Stored data
= Beginning of Section =

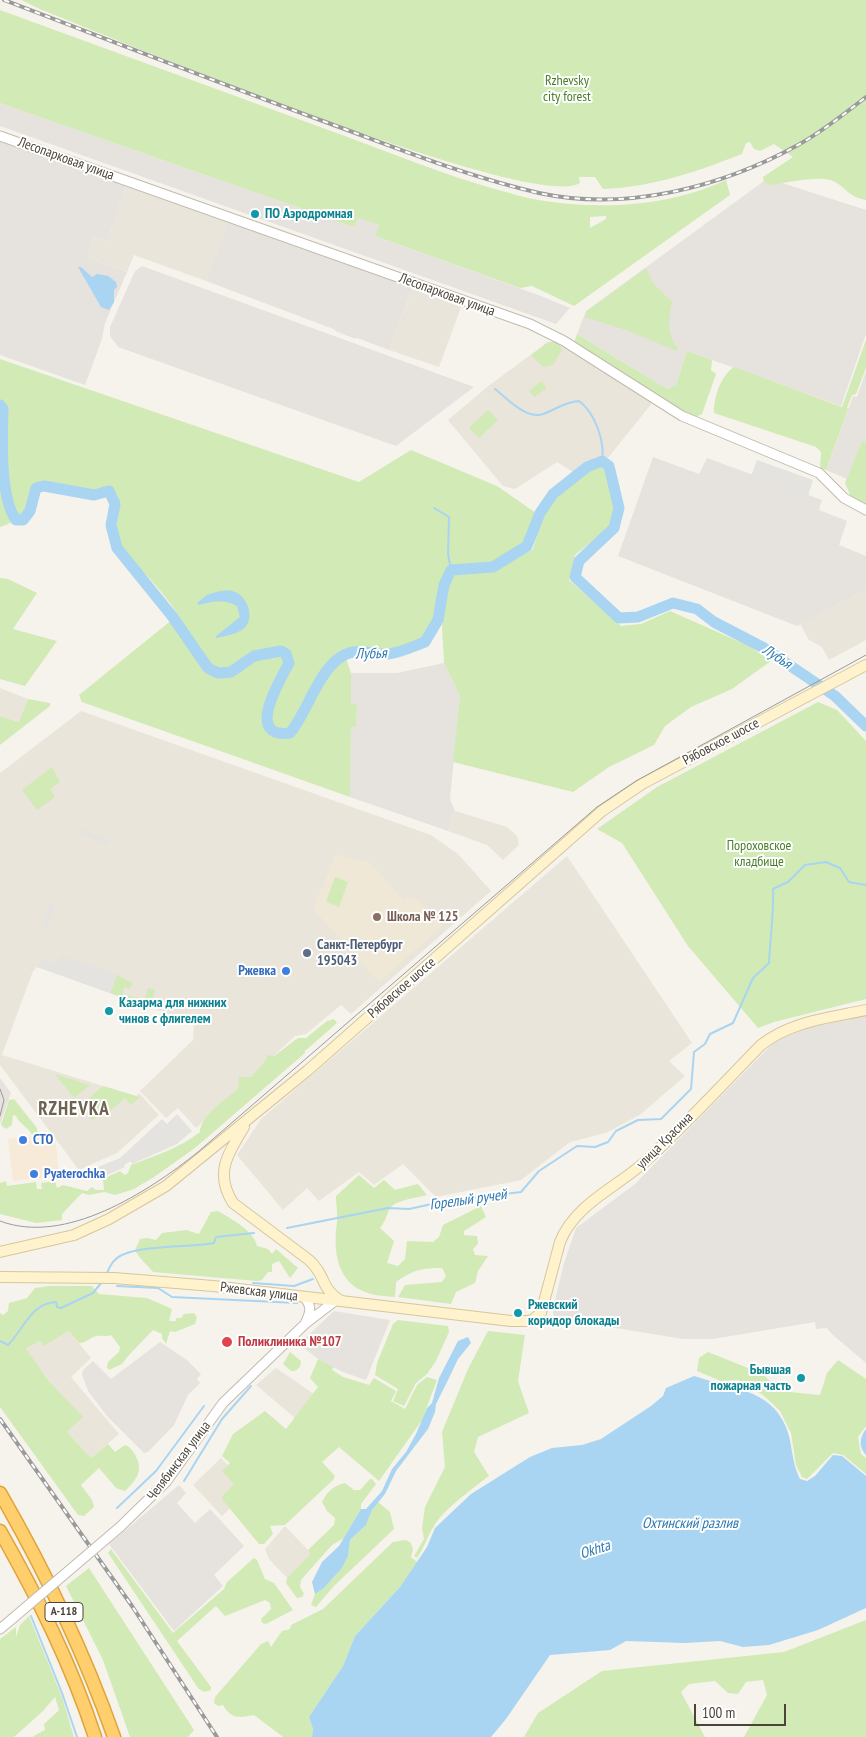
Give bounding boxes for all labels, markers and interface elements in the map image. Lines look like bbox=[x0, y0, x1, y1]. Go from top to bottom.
park label: Rzhevsky city forest bbox=[543, 73, 591, 105]
street label: Лесопарковая улица bbox=[16, 134, 116, 184]
place label: ПО Аэродромная bbox=[265, 206, 353, 222]
marker: ПО Аэродромная bbox=[249, 208, 261, 220]
street label: Лесопарковая улица bbox=[397, 270, 497, 320]
water label: Лубья bbox=[759, 641, 795, 673]
water label: Лубья bbox=[355, 644, 387, 664]
street label: Рябовское шоссе bbox=[680, 715, 762, 769]
park label: Пороховское кладбище bbox=[727, 838, 791, 870]
place label: Школа № 125 bbox=[387, 909, 458, 925]
marker: Школа № 125 bbox=[371, 911, 383, 923]
place label: Санкт-Петербург 195043 bbox=[317, 937, 403, 970]
marker: Санкт-Петербург 195043 bbox=[301, 947, 313, 959]
street label: Рябовское шоссе bbox=[365, 954, 439, 1022]
place label: Ржевка bbox=[238, 963, 276, 979]
marker: Ржевка bbox=[280, 965, 292, 977]
place label: Казарма для нижних чинов с флигелем bbox=[119, 995, 227, 1028]
marker: Казарма для нижних чинов с флигелем bbox=[103, 1005, 115, 1017]
district label: RZHEVKA bbox=[37, 1099, 111, 1121]
street label: улица Красина bbox=[633, 1109, 697, 1173]
place label: СТО bbox=[33, 1132, 53, 1148]
marker: СТО bbox=[17, 1134, 29, 1146]
place label: Pyaterochka bbox=[44, 1166, 105, 1182]
marker: Pyaterochka bbox=[28, 1168, 40, 1180]
water label: Горелый ручей bbox=[428, 1186, 508, 1214]
street label: Ржевская улица bbox=[219, 1279, 299, 1305]
place label: Ржевский коридор блокады bbox=[528, 1297, 619, 1330]
marker: Ржевский коридор блокады bbox=[512, 1307, 524, 1319]
place label: Поликлиника №107 bbox=[238, 1334, 341, 1350]
marker: Поликлиника №107 bbox=[220, 1335, 234, 1349]
place label: Бывшая пожарная часть bbox=[711, 1362, 791, 1394]
marker: Бывшая пожарная часть bbox=[795, 1372, 807, 1384]
street label: Челябинская улица bbox=[144, 1418, 214, 1504]
water label: Охтинский разлив bbox=[642, 1515, 738, 1533]
water label: Okhta bbox=[578, 1537, 612, 1563]
road number: А-118 bbox=[45, 1602, 83, 1621]
scale bar bbox=[696, 1694, 788, 1726]
text: 100 m bbox=[702, 1703, 735, 1722]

= End of Section =

## Work instruction
Output the records above exactly as they are, leaving out the pictures.

## Problem solution
Give bounding boxes for all labels, markers and interface elements in the map image. Lines look like bbox=[x0, y0, x1, y1]. Go from top to bottom.
park label: Rzhevsky city forest bbox=[543, 73, 591, 105]
street label: Лесопарковая улица bbox=[16, 134, 116, 184]
place label: ПО Аэродромная bbox=[265, 206, 353, 222]
marker: ПО Аэродромная bbox=[249, 208, 261, 220]
street label: Лесопарковая улица bbox=[397, 270, 497, 320]
water label: Лубья bbox=[759, 641, 795, 673]
water label: Лубья bbox=[355, 644, 387, 664]
street label: Рябовское шоссе bbox=[680, 715, 762, 769]
park label: Пороховское кладбище bbox=[727, 838, 791, 870]
place label: Школа № 125 bbox=[387, 909, 458, 925]
marker: Школа № 125 bbox=[371, 911, 383, 923]
place label: Санкт-Петербург 195043 bbox=[317, 937, 403, 970]
marker: Санкт-Петербург 195043 bbox=[301, 947, 313, 959]
street label: Рябовское шоссе bbox=[365, 954, 439, 1022]
place label: Ржевка bbox=[238, 963, 276, 979]
marker: Ржевка bbox=[280, 965, 292, 977]
place label: Казарма для нижних чинов с флигелем bbox=[119, 995, 227, 1028]
marker: Казарма для нижних чинов с флигелем bbox=[103, 1005, 115, 1017]
district label: RZHEVKA bbox=[37, 1099, 111, 1121]
street label: улица Красина bbox=[633, 1109, 697, 1173]
place label: СТО bbox=[33, 1132, 53, 1148]
marker: СТО bbox=[17, 1134, 29, 1146]
place label: Pyaterochka bbox=[44, 1166, 105, 1182]
marker: Pyaterochka bbox=[28, 1168, 40, 1180]
water label: Горелый ручей bbox=[428, 1186, 508, 1214]
street label: Ржевская улица bbox=[219, 1279, 299, 1305]
place label: Ржевский коридор блокады bbox=[528, 1297, 619, 1330]
marker: Ржевский коридор блокады bbox=[512, 1307, 524, 1319]
place label: Поликлиника №107 bbox=[238, 1334, 341, 1350]
marker: Поликлиника №107 bbox=[220, 1335, 234, 1349]
place label: Бывшая пожарная часть bbox=[711, 1362, 791, 1394]
marker: Бывшая пожарная часть bbox=[795, 1372, 807, 1384]
street label: Челябинская улица bbox=[144, 1418, 214, 1504]
water label: Охтинский разлив bbox=[642, 1515, 738, 1533]
water label: Okhta bbox=[578, 1537, 612, 1563]
road number: А-118 bbox=[45, 1602, 83, 1621]
scale bar bbox=[696, 1694, 788, 1726]
text: 100 m bbox=[702, 1703, 735, 1722]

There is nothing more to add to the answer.